Write out the following listing's lines from the one with "M 138,1303 L" to the one with "M 481,314 L", exactly, with both included and no others.

Task material
◇ ◇ ◇ ◇ ◇ ◇ ◇

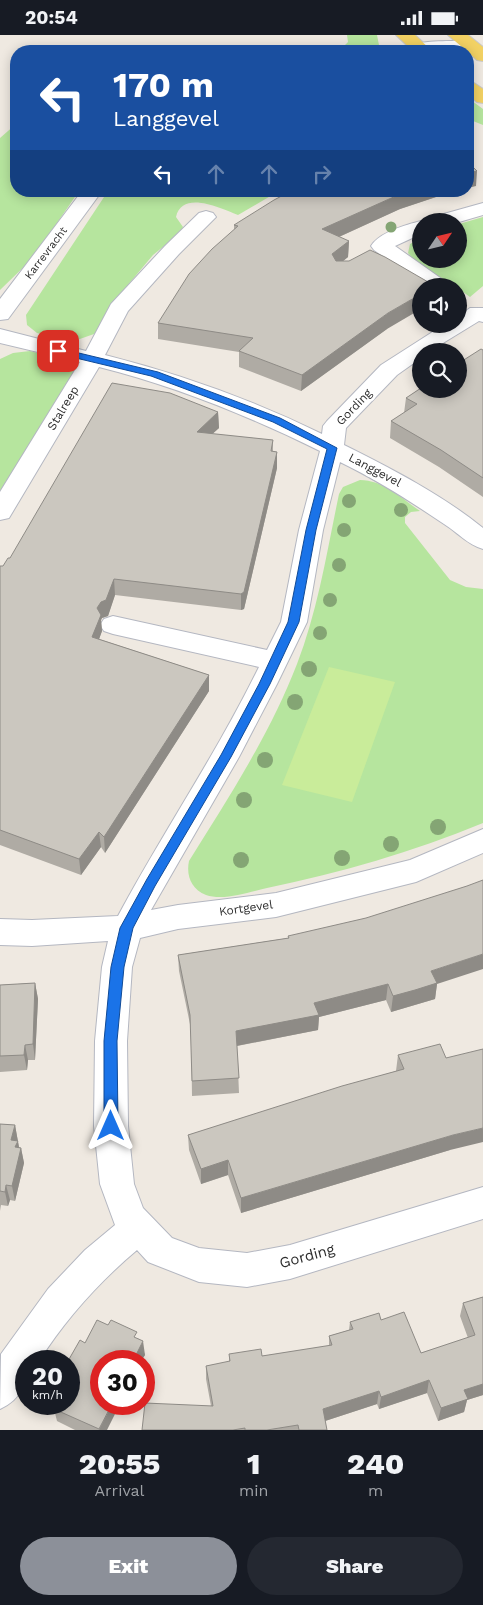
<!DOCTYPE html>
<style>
:root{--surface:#171b24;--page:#242831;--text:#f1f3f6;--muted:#9ea1a6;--accent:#8c9099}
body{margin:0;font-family:"Work Sans",sans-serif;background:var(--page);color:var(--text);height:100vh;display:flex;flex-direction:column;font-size:19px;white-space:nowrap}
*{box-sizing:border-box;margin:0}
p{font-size:16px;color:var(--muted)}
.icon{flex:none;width:28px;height:28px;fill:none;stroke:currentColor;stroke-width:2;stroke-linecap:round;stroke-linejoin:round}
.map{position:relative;height:1395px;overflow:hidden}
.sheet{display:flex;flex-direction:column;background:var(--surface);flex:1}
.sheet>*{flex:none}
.guide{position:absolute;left:10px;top:10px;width:464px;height:152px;border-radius:20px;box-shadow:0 2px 12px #0003;background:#1a4fa0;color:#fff;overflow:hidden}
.needle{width:32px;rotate:55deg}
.controls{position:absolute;left:412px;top:178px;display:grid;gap:10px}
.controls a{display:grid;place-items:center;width:55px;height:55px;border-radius:50%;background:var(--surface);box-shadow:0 2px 12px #0003;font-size:25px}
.speed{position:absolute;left:15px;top:1315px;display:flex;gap:10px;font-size:25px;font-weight:700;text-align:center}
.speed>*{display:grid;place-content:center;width:65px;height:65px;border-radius:50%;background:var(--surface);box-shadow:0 2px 12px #0003;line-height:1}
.speed small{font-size:12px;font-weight:400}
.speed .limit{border:8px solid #d22;background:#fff;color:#111}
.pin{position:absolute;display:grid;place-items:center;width:42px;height:42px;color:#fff;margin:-21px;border-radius:10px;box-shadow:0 2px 8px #0006}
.me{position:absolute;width:55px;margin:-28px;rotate:0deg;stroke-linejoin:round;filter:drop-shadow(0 0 4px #0008)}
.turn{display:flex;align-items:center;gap:18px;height:105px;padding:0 20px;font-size:22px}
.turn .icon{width:65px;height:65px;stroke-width:2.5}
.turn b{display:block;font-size:35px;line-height:42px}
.lanes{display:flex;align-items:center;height:48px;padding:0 20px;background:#0003;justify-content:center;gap:25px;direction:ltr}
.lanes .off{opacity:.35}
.eta{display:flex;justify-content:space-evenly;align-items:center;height:85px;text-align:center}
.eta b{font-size:30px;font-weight:800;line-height:35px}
.button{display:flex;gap:10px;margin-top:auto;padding:10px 20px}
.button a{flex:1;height:58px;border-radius:30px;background:var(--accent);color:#fff;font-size:20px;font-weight:800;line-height:58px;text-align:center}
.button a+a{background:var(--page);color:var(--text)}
.status{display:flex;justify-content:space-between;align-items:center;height:35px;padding:0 25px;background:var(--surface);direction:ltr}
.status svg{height:14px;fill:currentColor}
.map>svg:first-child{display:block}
.green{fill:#b6e59e}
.pitch{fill:#c9ec9a}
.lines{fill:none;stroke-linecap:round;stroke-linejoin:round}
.minor-casing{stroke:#b4b7c1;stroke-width:2}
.major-casing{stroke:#c9c9c9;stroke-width:2}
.minor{fill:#fff;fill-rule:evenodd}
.major{fill:#f2d163;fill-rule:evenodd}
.tree{fill:#84a574}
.wall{fill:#afaba4}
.shaded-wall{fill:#8e8b86}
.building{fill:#cbc7bf;stroke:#8e8b86}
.route{fill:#1a73e8;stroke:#114b97}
.labels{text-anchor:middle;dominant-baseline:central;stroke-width:5;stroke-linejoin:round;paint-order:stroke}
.far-street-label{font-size:11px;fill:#2e2e2e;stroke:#fff}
.street-label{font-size:12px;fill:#2e2e2e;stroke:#fff}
.near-street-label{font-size:15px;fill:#2e2e2e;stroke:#fff}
</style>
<div class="status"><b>20:54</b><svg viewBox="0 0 49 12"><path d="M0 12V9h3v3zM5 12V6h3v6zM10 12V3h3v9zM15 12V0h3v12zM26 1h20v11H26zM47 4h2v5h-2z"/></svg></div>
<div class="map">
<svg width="483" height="1395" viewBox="0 0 483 1395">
<rect width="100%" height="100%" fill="#efe9e1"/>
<!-- green -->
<path class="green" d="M 347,0 L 377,0 L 379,10 L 372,16 L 339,16 L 348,7 Z
M 468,63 L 483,74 L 483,90 L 468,84 Z
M 16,89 L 16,156 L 79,156 L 33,223 L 0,255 L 0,103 Z
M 108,156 L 279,156 L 238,180 C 223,174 182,154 176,182 L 183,192 L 180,198 L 153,220 L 122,257 L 100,295 L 94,299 L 77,305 L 68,306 L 37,298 L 27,290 L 26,280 Z
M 483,182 L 483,251 L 470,262 L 459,254 L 459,251 L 454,251 L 415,226 L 408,218 L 410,209 L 421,203 L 421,224 L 459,224 L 459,189 Z
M 30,316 L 68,326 L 76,337 L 0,456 L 0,324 L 13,318 Z
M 360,445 C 383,445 401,463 420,476 L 411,477 L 405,482 L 405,488 L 450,545 L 466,552 L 483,554 L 483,788 C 413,817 340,838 267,853 C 249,857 224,866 206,860 C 191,854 186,840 189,826 C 229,762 270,699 297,629 C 318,575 327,516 339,459 L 343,452 Z"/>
<!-- pitch -->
<path class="pitch" d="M 329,632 L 395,647 L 352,767 L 282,750 Z"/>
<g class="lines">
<!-- minor casing -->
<g class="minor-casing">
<path id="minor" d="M 470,6 L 476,7 L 479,11 L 476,15 L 400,16 C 409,4 455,6 470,6 Z
M 82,156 L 102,156 L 8,284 L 0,285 L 0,264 Z
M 483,168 L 483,180 L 459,187 L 430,186 L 433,182 Z
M 206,176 L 213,178 L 216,182 L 179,219 L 128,276 L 105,320 C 180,339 253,365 322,399 L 323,391 L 327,386 L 381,330 L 445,289 L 459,289 L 459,281 L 470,273 L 483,273 L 483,287 L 479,286 L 430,316 L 421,316 L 421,323 L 397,340 L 346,393 L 344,410 C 392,434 441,459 483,493 L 483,514 C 468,510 457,497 444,489 C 410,466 377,445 340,427 L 323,495 L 307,587 L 277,649 L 239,722 L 151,875 L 178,870 L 276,858 L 410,825 L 483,794 L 483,818 L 416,847 L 276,882 L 178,894 L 140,903 L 132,932 L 127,1006 L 128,1091 L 134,1149 L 143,1173 L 172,1203 L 199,1213 L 247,1218 L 290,1210 L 483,1152 L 483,1184 L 290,1244 L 247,1252 L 199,1247 L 148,1227 L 137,1215 C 99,1247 65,1285 39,1326 L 26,1326 C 26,1349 22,1364 0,1374 L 1,1319 L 48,1254 L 85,1215 L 115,1190 L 100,1149 L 94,1091 L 95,1006 L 102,932 L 108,906 L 32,911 L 0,910 L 0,884 L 32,885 L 118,881 C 163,797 217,718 259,632 L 113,599 L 104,596 L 100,590 L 104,584 L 113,581 L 267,615 L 281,587 L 299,495 L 320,416 C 249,381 175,351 99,332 L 9,483 L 0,485 L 0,457 L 80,327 L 0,308 L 0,294 L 86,316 L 111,269 L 165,211 L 199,178 Z
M 421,186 L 421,199 L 395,211 L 446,247 L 449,251 L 426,251 L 374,215 L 371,211 C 380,197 405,190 421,186 Z"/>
</g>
<!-- major casing -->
<g class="major-casing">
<path id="major" d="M 396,0 L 415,0 L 432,16 L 413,16 Z
M 448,0 L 468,0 L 483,12 L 483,26 L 477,25 Z
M 468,47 L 474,48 L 483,54 L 483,68 L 477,67 L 468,60 Z"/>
</g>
<!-- minor -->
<use href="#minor" class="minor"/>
<!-- major -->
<use href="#major" class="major"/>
</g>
<!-- trees -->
<g class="tree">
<circle cx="391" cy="192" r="5.5"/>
<circle cx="349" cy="466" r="7"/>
<circle cx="401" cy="475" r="7"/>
<circle cx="344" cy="495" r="7"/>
<circle cx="339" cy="530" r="7"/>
<circle cx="330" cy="565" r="7"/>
<circle cx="320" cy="598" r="7"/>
<circle cx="309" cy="634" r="8"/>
<circle cx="295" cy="667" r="8"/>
<circle cx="265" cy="725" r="8"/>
<circle cx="244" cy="765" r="8"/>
<circle cx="438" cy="792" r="8"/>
<circle cx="391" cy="809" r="8"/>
<circle cx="342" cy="823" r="8"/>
<circle cx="241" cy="825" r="8"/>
</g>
<!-- wall -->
<path class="wall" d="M 451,157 L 400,174 L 339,202 L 349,206 L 348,222 L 343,226 L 387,294 L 301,356 L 239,332 L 239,317 L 158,304 L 158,288 L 234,195 L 234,190 Z
M 483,315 L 483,462 L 439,432 L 390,403 L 391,386 L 404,378 L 406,363 Z
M 218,377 L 219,393 L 212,399 L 273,405 L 273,416 L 277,417 L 277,433 L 244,574 L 241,575 L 115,560 L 108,581 L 102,583 L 101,585 L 102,596 L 99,604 L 209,640 L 209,656 L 105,818 L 101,812 L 81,840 L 0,810 L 0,531 L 3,531 L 10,523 Z
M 288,901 L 437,949 L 435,964 L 391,977 L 386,965 L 319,982 L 318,995 L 237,1011 L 239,1058 L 192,1061 L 191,994 L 179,936 L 178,920 L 288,903 Z
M 35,948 L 38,964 L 35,1025 L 28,1025 L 27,1035 L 0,1037 L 0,950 Z
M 398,1020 L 450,1115 L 241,1178 L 228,1140 L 201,1149 L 189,1115 L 188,1100 L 396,1036 Z
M 0,1089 L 15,1090 L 19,1112 L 21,1113 L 24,1128 L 15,1166 L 10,1165 L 8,1171 L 1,1170 L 0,1176 Z
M 483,1262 L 483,1360 L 467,1365 L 464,1377 L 438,1386 L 427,1358 L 379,1374 L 377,1369 L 325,1386 L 327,1395 L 142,1395 L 211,1371 L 206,1344 L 206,1331 L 229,1327 L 229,1319 L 262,1321 L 329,1311 L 329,1301 L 349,1295 L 350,1287 L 381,1285 L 421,1318 L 468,1303 L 460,1281 L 463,1268 Z
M 138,1303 L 145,1320 L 141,1326 L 101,1326 L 107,1395 L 75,1395 L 57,1386 L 54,1374 L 69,1369 L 69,1326 L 85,1308 Z"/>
<!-- shaded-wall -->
<path class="shaded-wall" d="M 477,136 L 476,151 L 468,153 L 468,138 Z
M 407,156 L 454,156 L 400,174 L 321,210 L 322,194 Z
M 349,206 L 348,222 L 332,235 L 332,219 Z
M 421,259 L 421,274 L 387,294 L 301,356 L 302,340 L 388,278 Z
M 218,377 L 219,393 L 197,413 L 197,397 Z
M 277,417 L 277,433 L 244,574 L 241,575 L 241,559 Z
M 114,544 L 115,560 L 108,581 L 102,583 L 101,585 L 102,596 L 94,618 L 92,602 L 97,573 Z
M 209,640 L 209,656 L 105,818 L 104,802 Z
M 99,797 L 101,812 L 81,840 L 79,824 Z
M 483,919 L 483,934 L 437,949 L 435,964 L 391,977 L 393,961 L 431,936 Z
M 35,948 L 38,964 L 35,1025 L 33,1009 Z
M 388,949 L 386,965 L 319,982 L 318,995 L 236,1011 L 236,996 L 314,968 Z
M 25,1010 L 28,1025 L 27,1035 L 24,1020 Z
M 15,1090 L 20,1118 L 21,1113 L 24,1128 L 15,1166 L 12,1151 L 11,1105 Z
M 483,1093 L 483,1107 L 450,1115 L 241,1178 L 241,1163 L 453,1100 Z
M 228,1125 L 228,1140 L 201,1149 L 201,1134 Z
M 6,1150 L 10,1165 L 8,1171 L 5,1157 Z
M 143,1306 L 145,1320 L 141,1326 L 133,1326 Z
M 429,1345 L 427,1358 L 379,1374 L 381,1362 Z
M 483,1349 L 483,1360 L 467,1365 L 464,1377 L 438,1386 L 441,1373 L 464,1355 Z
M 379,1356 L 377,1369 L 322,1387 L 323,1374 Z
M 112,1369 L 120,1369 L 107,1395 L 99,1395 Z"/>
<!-- building -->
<path class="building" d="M 468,127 L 477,136 L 468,138 Z
M 291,156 L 407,156 L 322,194 L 349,206 L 332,219 L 336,226 L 349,226 L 370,215 L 385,222 L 435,251 L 421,251 L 421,259 L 388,278 L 302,340 L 239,316 L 253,303 L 158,288 L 189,239 L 212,214 L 238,191 L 234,190 L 274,165 Z
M 481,314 L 483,315 L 483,443 L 441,415 L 391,386 L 417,369 L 406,363 L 421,353 L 421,354 L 459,354 L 459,328 Z
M 112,348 L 170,358 L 218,377 L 197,397 L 273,405 L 271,416 L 277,417 L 244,557 L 241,559 L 114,544 L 106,565 L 101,567 L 97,573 L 101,580 L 92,602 L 209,640 L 104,802 L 99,797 L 79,824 L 0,795 L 0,531 L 3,531 L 8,523 L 10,523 Z
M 483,845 L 483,919 L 431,936 L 437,948 L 415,955 L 393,961 L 388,949 L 314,968 L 319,980 L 236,996 L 239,1043 L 192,1046 L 190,980 L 178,920 L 289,903 L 288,901 L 366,883 L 467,851 Z
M 35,948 L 33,1009 L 25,1010 L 24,1020 L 0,1021 L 0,950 Z
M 440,1009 L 446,1023 L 483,1014 L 483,1093 L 453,1100 L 241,1163 L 228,1125 L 201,1134 L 188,1100 L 342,1051 L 404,1034 L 398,1020 Z
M 0,1089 L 15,1090 L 11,1105 L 18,1106 L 15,1112 L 21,1113 L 12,1151 L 6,1150 L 5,1157 L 0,1156 Z
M 483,1262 L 483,1349 L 464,1355 L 468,1364 L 441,1373 L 429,1345 L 381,1362 L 379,1356 L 323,1374 L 327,1395 L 299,1395 L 298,1390 L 267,1395 L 245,1395 L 245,1393 L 233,1395 L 142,1395 L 145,1368 L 213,1371 L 206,1331 L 230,1326 L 229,1319 L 261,1314 L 262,1321 L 332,1310 L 329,1301 L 353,1294 L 350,1287 L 379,1278 L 381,1285 L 404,1277 L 421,1318 L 475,1300 L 463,1268 Z
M 97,1285 L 108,1290 L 111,1285 L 137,1297 L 134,1302 L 143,1306 L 133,1326 L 101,1326 L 101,1369 L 112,1369 L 99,1394 L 54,1374 L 56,1369 L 69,1369 L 69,1338 L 71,1334 L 69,1333 L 68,1326 L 80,1305 L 85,1308 Z"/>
<!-- route -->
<path class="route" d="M 58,313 L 158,337 L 280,383 L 337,413 L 316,495 L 299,587 L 270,649 L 231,722 L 155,851 L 133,893 L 124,932 L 117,1006 L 118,1091 L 116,1095 L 111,1097 L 106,1095 L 104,1091 L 104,1006 L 111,932 L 120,893 L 147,844 L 221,720 L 259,649 L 288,587 L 306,495 L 327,414 L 273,387 L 151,341 L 55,318 L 55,314 Z"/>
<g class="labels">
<!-- far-street labels -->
<g class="far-street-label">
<text transform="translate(46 218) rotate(-53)">Karrevracht</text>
</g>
<!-- street labels -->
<g class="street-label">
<text transform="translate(354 372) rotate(-46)">Gording</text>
<text transform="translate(63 373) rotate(-59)">Stalreep</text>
<text transform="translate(375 435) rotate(28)">Langgevel</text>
<text transform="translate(246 873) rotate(-8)">Kortgevel</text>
</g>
<!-- near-street labels -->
<g class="near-street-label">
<text transform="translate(307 1221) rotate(-15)">Gording</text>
</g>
</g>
</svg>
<div class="controls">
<a><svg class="needle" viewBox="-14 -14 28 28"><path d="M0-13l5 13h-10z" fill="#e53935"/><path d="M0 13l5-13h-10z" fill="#9ea1a6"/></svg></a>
<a><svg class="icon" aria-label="sound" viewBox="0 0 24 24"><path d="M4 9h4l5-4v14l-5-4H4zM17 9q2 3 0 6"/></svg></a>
<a><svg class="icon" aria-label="search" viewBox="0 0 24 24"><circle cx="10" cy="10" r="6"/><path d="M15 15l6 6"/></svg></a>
</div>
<div class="speed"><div>20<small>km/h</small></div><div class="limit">30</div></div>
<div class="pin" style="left:58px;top:316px;background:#d93025"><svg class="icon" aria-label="arrive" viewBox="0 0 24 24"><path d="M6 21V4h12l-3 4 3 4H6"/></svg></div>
<svg class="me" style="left:111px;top:1091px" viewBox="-20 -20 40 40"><path d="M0-17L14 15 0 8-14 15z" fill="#1a73e8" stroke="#fff" stroke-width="4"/></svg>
<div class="guide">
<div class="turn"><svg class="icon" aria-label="left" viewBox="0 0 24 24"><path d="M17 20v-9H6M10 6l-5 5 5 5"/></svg><div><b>170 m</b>Langgevel</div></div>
<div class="lanes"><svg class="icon" aria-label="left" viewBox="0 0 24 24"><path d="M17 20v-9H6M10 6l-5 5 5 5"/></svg><svg class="icon off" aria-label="ahead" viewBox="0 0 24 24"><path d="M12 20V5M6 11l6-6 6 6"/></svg><svg class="icon off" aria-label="ahead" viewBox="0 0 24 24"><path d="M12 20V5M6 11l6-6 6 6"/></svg><svg class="icon off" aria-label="right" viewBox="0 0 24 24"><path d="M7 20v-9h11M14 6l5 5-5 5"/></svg></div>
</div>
</div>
<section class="sheet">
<div class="eta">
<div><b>20:55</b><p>Arrival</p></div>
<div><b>1</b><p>min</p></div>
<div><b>240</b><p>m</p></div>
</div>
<div class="button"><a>Exit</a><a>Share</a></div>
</section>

◇ ◇ ◇ ◇ ◇ ◇ ◇

Result of the task
M 138,1303 L 145,1320 L 141,1326 L 101,1326 L 107,1395 L 75,1395 L 57,1386 L 54,1374 L 69,1369 L 69,1326 L 85,1308 Z"/>
<!-- shaded-wall -->
<path class="shaded-wall" d="M 477,136 L 476,151 L 468,153 L 468,138 Z
M 407,156 L 454,156 L 400,174 L 321,210 L 322,194 Z
M 349,206 L 348,222 L 332,235 L 332,219 Z
M 421,259 L 421,274 L 387,294 L 301,356 L 302,340 L 388,278 Z
M 218,377 L 219,393 L 197,413 L 197,397 Z
M 277,417 L 277,433 L 244,574 L 241,575 L 241,559 Z
M 114,544 L 115,560 L 108,581 L 102,583 L 101,585 L 102,596 L 94,618 L 92,602 L 97,573 Z
M 209,640 L 209,656 L 105,818 L 104,802 Z
M 99,797 L 101,812 L 81,840 L 79,824 Z
M 483,919 L 483,934 L 437,949 L 435,964 L 391,977 L 393,961 L 431,936 Z
M 35,948 L 38,964 L 35,1025 L 33,1009 Z
M 388,949 L 386,965 L 319,982 L 318,995 L 236,1011 L 236,996 L 314,968 Z
M 25,1010 L 28,1025 L 27,1035 L 24,1020 Z
M 15,1090 L 20,1118 L 21,1113 L 24,1128 L 15,1166 L 12,1151 L 11,1105 Z
M 483,1093 L 483,1107 L 450,1115 L 241,1178 L 241,1163 L 453,1100 Z
M 228,1125 L 228,1140 L 201,1149 L 201,1134 Z
M 6,1150 L 10,1165 L 8,1171 L 5,1157 Z
M 143,1306 L 145,1320 L 141,1326 L 133,1326 Z
M 429,1345 L 427,1358 L 379,1374 L 381,1362 Z
M 483,1349 L 483,1360 L 467,1365 L 464,1377 L 438,1386 L 441,1373 L 464,1355 Z
M 379,1356 L 377,1369 L 322,1387 L 323,1374 Z
M 112,1369 L 120,1369 L 107,1395 L 99,1395 Z"/>
<!-- building -->
<path class="building" d="M 468,127 L 477,136 L 468,138 Z
M 291,156 L 407,156 L 322,194 L 349,206 L 332,219 L 336,226 L 349,226 L 370,215 L 385,222 L 435,251 L 421,251 L 421,259 L 388,278 L 302,340 L 239,316 L 253,303 L 158,288 L 189,239 L 212,214 L 238,191 L 234,190 L 274,165 Z
M 481,314 L 483,315 L 483,443 L 441,415 L 391,386 L 417,369 L 406,363 L 421,353 L 421,354 L 459,354 L 459,328 Z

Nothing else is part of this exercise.